Carbon Taxes of the world
There has been something of a discussion about carbon taxes at Catallaxy which started out pretty constructive however it seems to have turned somewhat feral and I’ve called it a day because wading through the abusive mud comments to find the gem comments is too much like hard work. Instead I’ve been doing some digging on Google and I found a few things that surprised me.
Firstly there is this news that British Columbia has just implemented a carbon tax in their latest budget with the revenue being used to reduce personal income tax and company tax.
http://www.thedailygreen.com/environmental-news/latest/carbon-tax-47022407
That, at least, is how the provincial Canadian government has designed the tax, which will rise incrementally until 2012. It starts at about 9 cents per gallon of gas, and ending at about 27 cents.
But the $1.85 billion annual tax is about influencing behavior, not generating revenue for the government. Income and corporate taxes are to be adjusted to save people about as much as the carbon tax will cost them, and low-income residents will get $100 each, plus $30 per child.
This has got Canadian environmental poster boy David Suzuki rather excited. Anyway I thought that this was interesting and I wondered if any other nations have carbon taxes. Apparently several do.
http://en.wikipedia.org/wiki/Carbon_tax#Implementation
Sweden in fact implemented a carbon tax at a wopping .25 SEK/kg (US$100 per ton) back in 1991 although it then proceeded to give all forms of discounts to industry. Although even after those discounts industry has been paying around US$25 per ton.

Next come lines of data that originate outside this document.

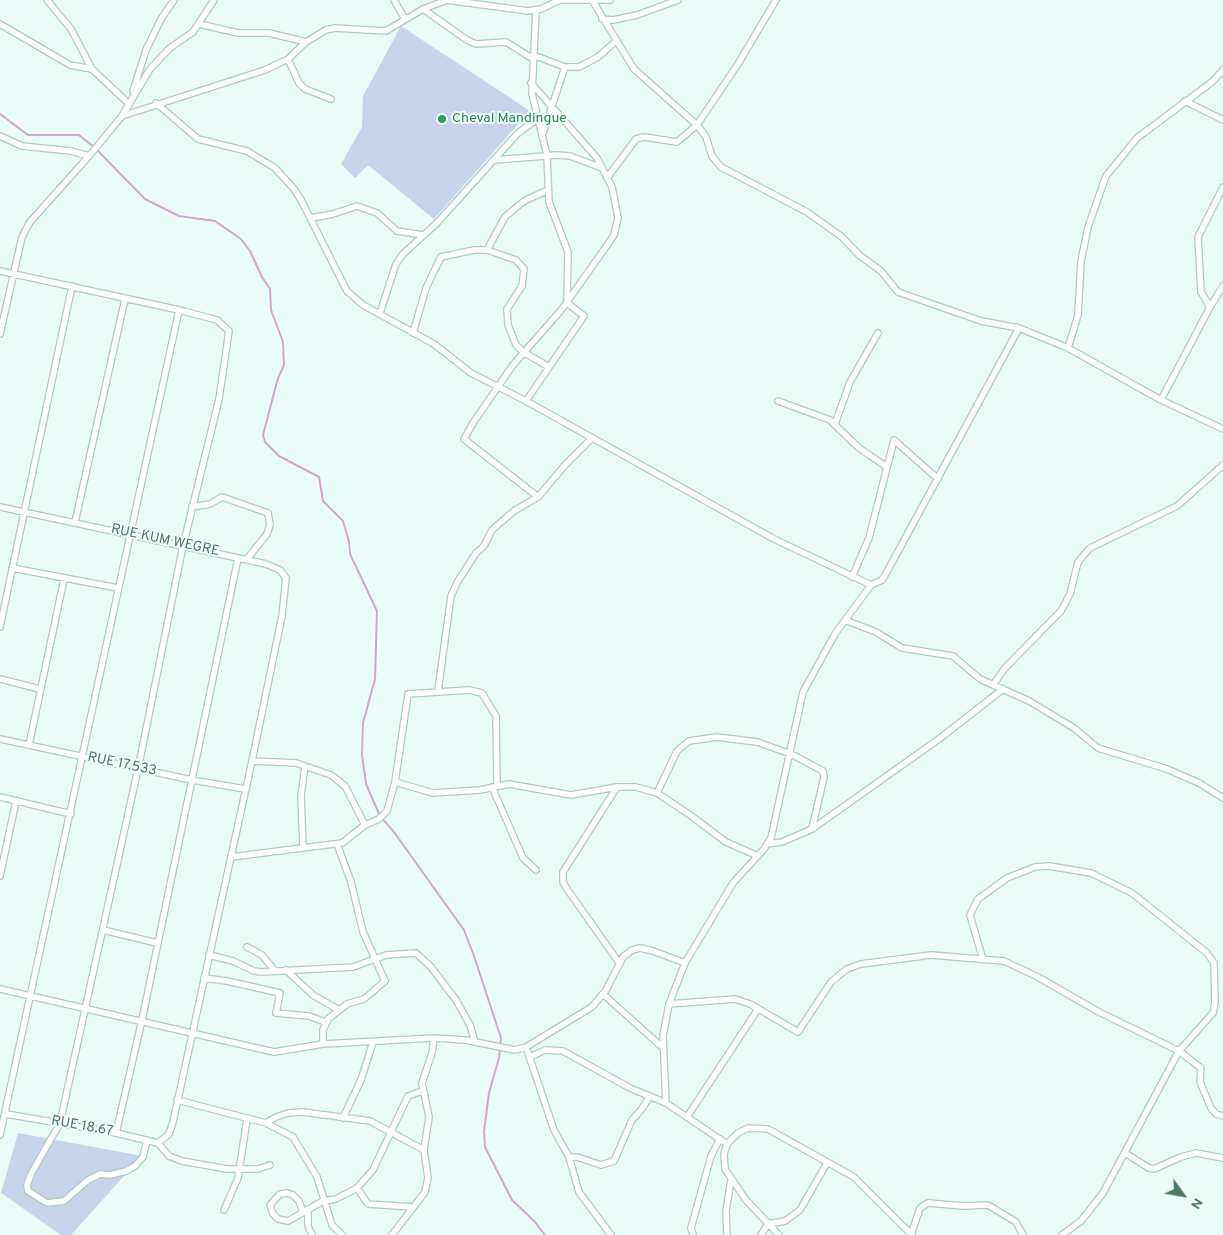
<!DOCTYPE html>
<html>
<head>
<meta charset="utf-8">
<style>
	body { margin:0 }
	#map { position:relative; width:1223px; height:1235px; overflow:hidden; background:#eafcf7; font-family:Overpass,sans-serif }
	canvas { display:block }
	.north { position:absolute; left:1158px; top:1170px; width:50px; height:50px; -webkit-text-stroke:4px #f0fffb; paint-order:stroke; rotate:122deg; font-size:14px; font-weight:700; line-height:20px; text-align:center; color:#4d7861 }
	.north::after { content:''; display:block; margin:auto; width:18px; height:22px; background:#4d7861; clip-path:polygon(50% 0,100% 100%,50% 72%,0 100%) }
</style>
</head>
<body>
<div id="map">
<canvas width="1223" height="1235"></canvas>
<div class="north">N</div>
</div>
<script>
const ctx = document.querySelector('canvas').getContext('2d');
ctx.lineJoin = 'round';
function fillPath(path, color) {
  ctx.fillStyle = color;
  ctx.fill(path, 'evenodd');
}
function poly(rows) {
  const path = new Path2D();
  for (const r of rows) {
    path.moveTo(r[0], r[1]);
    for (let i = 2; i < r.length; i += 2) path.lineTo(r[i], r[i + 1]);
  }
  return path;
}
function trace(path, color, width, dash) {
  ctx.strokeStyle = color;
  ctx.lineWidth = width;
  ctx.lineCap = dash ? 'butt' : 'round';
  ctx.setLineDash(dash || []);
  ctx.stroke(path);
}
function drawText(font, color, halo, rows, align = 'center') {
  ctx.font = font + ' Overpass,sans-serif';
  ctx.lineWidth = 4;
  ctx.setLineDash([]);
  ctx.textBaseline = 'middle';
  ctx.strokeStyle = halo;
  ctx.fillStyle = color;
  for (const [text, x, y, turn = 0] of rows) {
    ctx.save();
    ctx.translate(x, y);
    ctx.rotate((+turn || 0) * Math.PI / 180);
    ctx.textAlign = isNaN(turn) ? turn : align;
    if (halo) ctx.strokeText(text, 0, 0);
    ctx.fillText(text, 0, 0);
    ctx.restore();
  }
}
const green = poly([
	[401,26,530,111,434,219,368,165,355,178,341,164,362,127,363,96],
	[18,1133,142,1156,71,1235,61,1235,1,1193]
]);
const stream = poly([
	[0,114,28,135,79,135,94,147],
	[97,150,145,199,179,216,215,221,241,239,250,251,262,277,270,289,271,310,283,342,284,365,278,378,263,435,265,442,279,456,319,477,323,501,343,521,349,542,350,554,377,611,375,679,363,723,362,755,366,784,380,816,394,832,464,930,474,956,501,1038,499,1058,489,1093,484,1131,485,1147,512,1200,535,1222,545,1235]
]);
const street = poly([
	[47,0,71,29,92,69,128,103],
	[394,0,405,19],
	[592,0,634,69,697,125,706,137,712,156,721,167,807,212,842,237,859,255,881,271,898,292,981,321,1019,328],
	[423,9,467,40,476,44,506,42,533,59],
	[602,19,613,20,637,15,678,0],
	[0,24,70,65,92,69],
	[199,24,238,33,269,33,306,42],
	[533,55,565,67,579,67,598,57,616,41],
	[288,59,299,83,305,89,331,99],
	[531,83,597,158,612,187,618,218,614,235,608,244,562,309,513,365,473,423,464,439,538,497],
	[133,91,146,50,161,19,174,0],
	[1185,101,1223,120],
	[156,103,198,139,247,151,275,168,294,189,301,200,347,291,363,305,434,344,471,373,526,401,774,539,871,585,882,580,888,570,1019,328,1068,348,1161,400,1223,429],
	[122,116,265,70,288,59,306,42,326,30,335,28,386,31,423,9,447,0,528,11,541,9,560,0,610,0],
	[0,136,22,146,71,151,89,156],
	[542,136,565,67],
	[494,160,557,155,570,156,602,168],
	[607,178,636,139,644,137,677,142,697,125,738,64,776,0],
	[311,218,333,214,357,206,377,213,397,231,423,235],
	[487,250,505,217,524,201,548,190],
	[0,271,179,310,217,320,229,331,219,399,183,546,138,769,60,1123,31,1174,27,1185,28,1191,47,1203,64,1201,88,1180,100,1174,110,1175,126,1171,135,1166,143,1157,147,1140],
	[1210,307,1223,286],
	[380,313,396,264,403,254,437,223,517,134,537,119],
	[413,333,426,288,441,257,474,250,487,250,516,260,524,269,522,286,507,309,508,325,516,345,523,352,549,367],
	[0,334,22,237,30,222,89,156,122,116,150,69,170,48,193,32,214,0],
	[1068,348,1078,315,1081,261,1088,227,1106,176,1137,138,1212,82,1223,70],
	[1161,400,1210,307,1201,292,1198,237,1223,187],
	[526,401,584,316,567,303,568,252,549,202,547,155,532,94,536,10],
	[778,401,830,420,859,448,887,467],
	[835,424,850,382,878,333],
	[0,507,266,564,280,570,286,578,282,616,252,761,173,1122,169,1134,158,1143],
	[192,507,210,504,222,497,268,513,270,525,267,534,247,559],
	[75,522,125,299],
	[12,568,118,588],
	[852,577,869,538,894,440,938,479],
	[845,620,876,632,902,648,953,656,980,679,1029,701,1074,728,1098,748,1167,769,1199,783,1223,798],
	[0,627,72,286],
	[0,679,40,689],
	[993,685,1005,668,1061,611,1070,594,1078,562,1090,548,1177,506,1223,465],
	[438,691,451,596,458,581,476,553,484,546,492,530,514,511,538,497,565,465,592,438],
	[0,739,192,780,245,789],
	[29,745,64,579],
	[252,761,296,763,331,775,345,786,365,825],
	[395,782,408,694,469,690,482,693,496,716,497,785],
	[492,787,523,858,536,870],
	[617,787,563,872,563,882,567,889,620,964],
	[657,793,677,751,689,741,717,737,757,742,791,754,823,771,824,777,812,829],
	[0,797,71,814],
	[767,844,782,842,812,829,939,739,1003,689],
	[303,848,301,796,305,766],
	[231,857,342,843,365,825,379,819,387,811,395,782,433,793,480,790,509,784,571,795,617,787,636,787,657,793,690,815,726,842,758,856],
	[0,876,16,801],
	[103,930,157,943],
	[247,947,262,955,275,971],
	[209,955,233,961,254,971,261,972,353,967,386,955,416,953,431,967,456,1000,470,1025,475,1042],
	[983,960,970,915,978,899,1007,878,1035,867,1049,866,1091,873,1132,893,1207,953,1214,963,1215,1003,1213,1013,1179,1051,1103,1193,1081,1221,1062,1235],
	[286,970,313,995,339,1010],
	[204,978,227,981,280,993,276,1013,309,1016,325,1022],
	[0,989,274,1052,323,1044,434,1038,465,1040,515,1050,526,1047,592,1007,606,990,623,957,632,950,640,948,653,951,685,963],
	[603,994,662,1047],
	[669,1004,735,999,750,1004,798,1032,831,982,847,969,861,964,931,955,1004,961,1036,976,1099,1012,1179,1051,1201,1068,1200,1082,1211,1108,1216,1114,1223,1116],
	[323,1044,323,1030,328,1019,347,1004,364,999,385,981,363,932,351,882,337,844],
	[526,1047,554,1130,569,1157,579,1192,611,1235],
	[530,1057,545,1050,563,1051,630,1088,666,1103,727,1144],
	[177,1100,266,1123,293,1137,317,1177,332,1225,342,1235],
	[666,1103,663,1036,669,1004,685,963,733,883,764,849,771,838,803,692,835,634,871,585],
	[6,1114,116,1133,158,1143],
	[687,1117,758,1009],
	[343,1118,361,1080,373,1042],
	[266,1123,276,1117,288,1113,303,1112,370,1121,424,1150,428,1178,425,1192,392,1235],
	[116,1133,142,1020,238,558],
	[0,1135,179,310],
	[158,1143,169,1156,182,1161,227,1169,258,1169,270,1165],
	[424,1150,429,1117,422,1083,432,1053,434,1038],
	[1125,1153,1149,1168,1154,1169,1181,1157,1196,1153,1223,1158],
	[569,1157,577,1157,601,1165,614,1161,632,1120,641,1110,650,1096],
	[357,1188,368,1204,413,1207],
	[308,1209,308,1226,312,1235],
	[224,1210,238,1178,247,1119],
	[303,1212,299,1201,293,1195,287,1193,280,1194,270,1205,273,1214,278,1219,288,1221,323,1201,336,1199,357,1188,373,1170,408,1096,422,1091],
	[693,1235,691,1228,711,1156,720,1139],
	[727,1235,726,1211,731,1180],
	[761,1235,768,1224,785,1221,800,1210,827,1163],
	[779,1235,746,1200,725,1169,724,1154,727,1144,738,1133,748,1128,768,1129,854,1177,912,1235],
	[911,1235,920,1208,928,1203,964,1206,988,1205,1016,1222,1023,1235]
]);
const markers = [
	[442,119,5,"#2e9e5b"]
];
const leisureNames = [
	["Cheval Mandingue",452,119]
];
const streetNames = [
	["RUE KUM WEGRE",165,541,12],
	["RUE 17.533",122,765,12],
	["RUE 18.67",82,1127,10]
];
fillPath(green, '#c7d2eb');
trace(stream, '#d8a4ca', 2);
trace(street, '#accdbf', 8);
trace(street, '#fff', 5.5);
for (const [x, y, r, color] of markers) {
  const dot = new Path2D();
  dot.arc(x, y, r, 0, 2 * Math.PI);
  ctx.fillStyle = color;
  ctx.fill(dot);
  trace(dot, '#f0fffb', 2);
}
drawText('14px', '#27864d', '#f0fffb', leisureNames, 'left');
drawText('14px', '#4d7861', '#f0fffb', streetNames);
</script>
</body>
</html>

I’m pretty much of the view that any government initiative to reduce CO2 emissions in Australia should be in the form of broadening the base which the fuel tax applies to. This idea was first outlined to me by John Humphreys in January 2007 and he later published a paper on the topic. The option from that paper that I’m most inclined towards is a A$30 per tonne of CO2 tax. Such a tax if applied to all fossil fuels as a replacement for existing petrol taxes would see the price of petrol decline by around 30 cents per litre and the wholesale price of electricity rise by about 1.8 cents per kWhr.
Of course I would not object if somebody wanted to use a carbon tax to reduce income tax. Any shift away from income tax is a good thing in my view. And if they wanted to simply cut income tax with no new taxes then even better.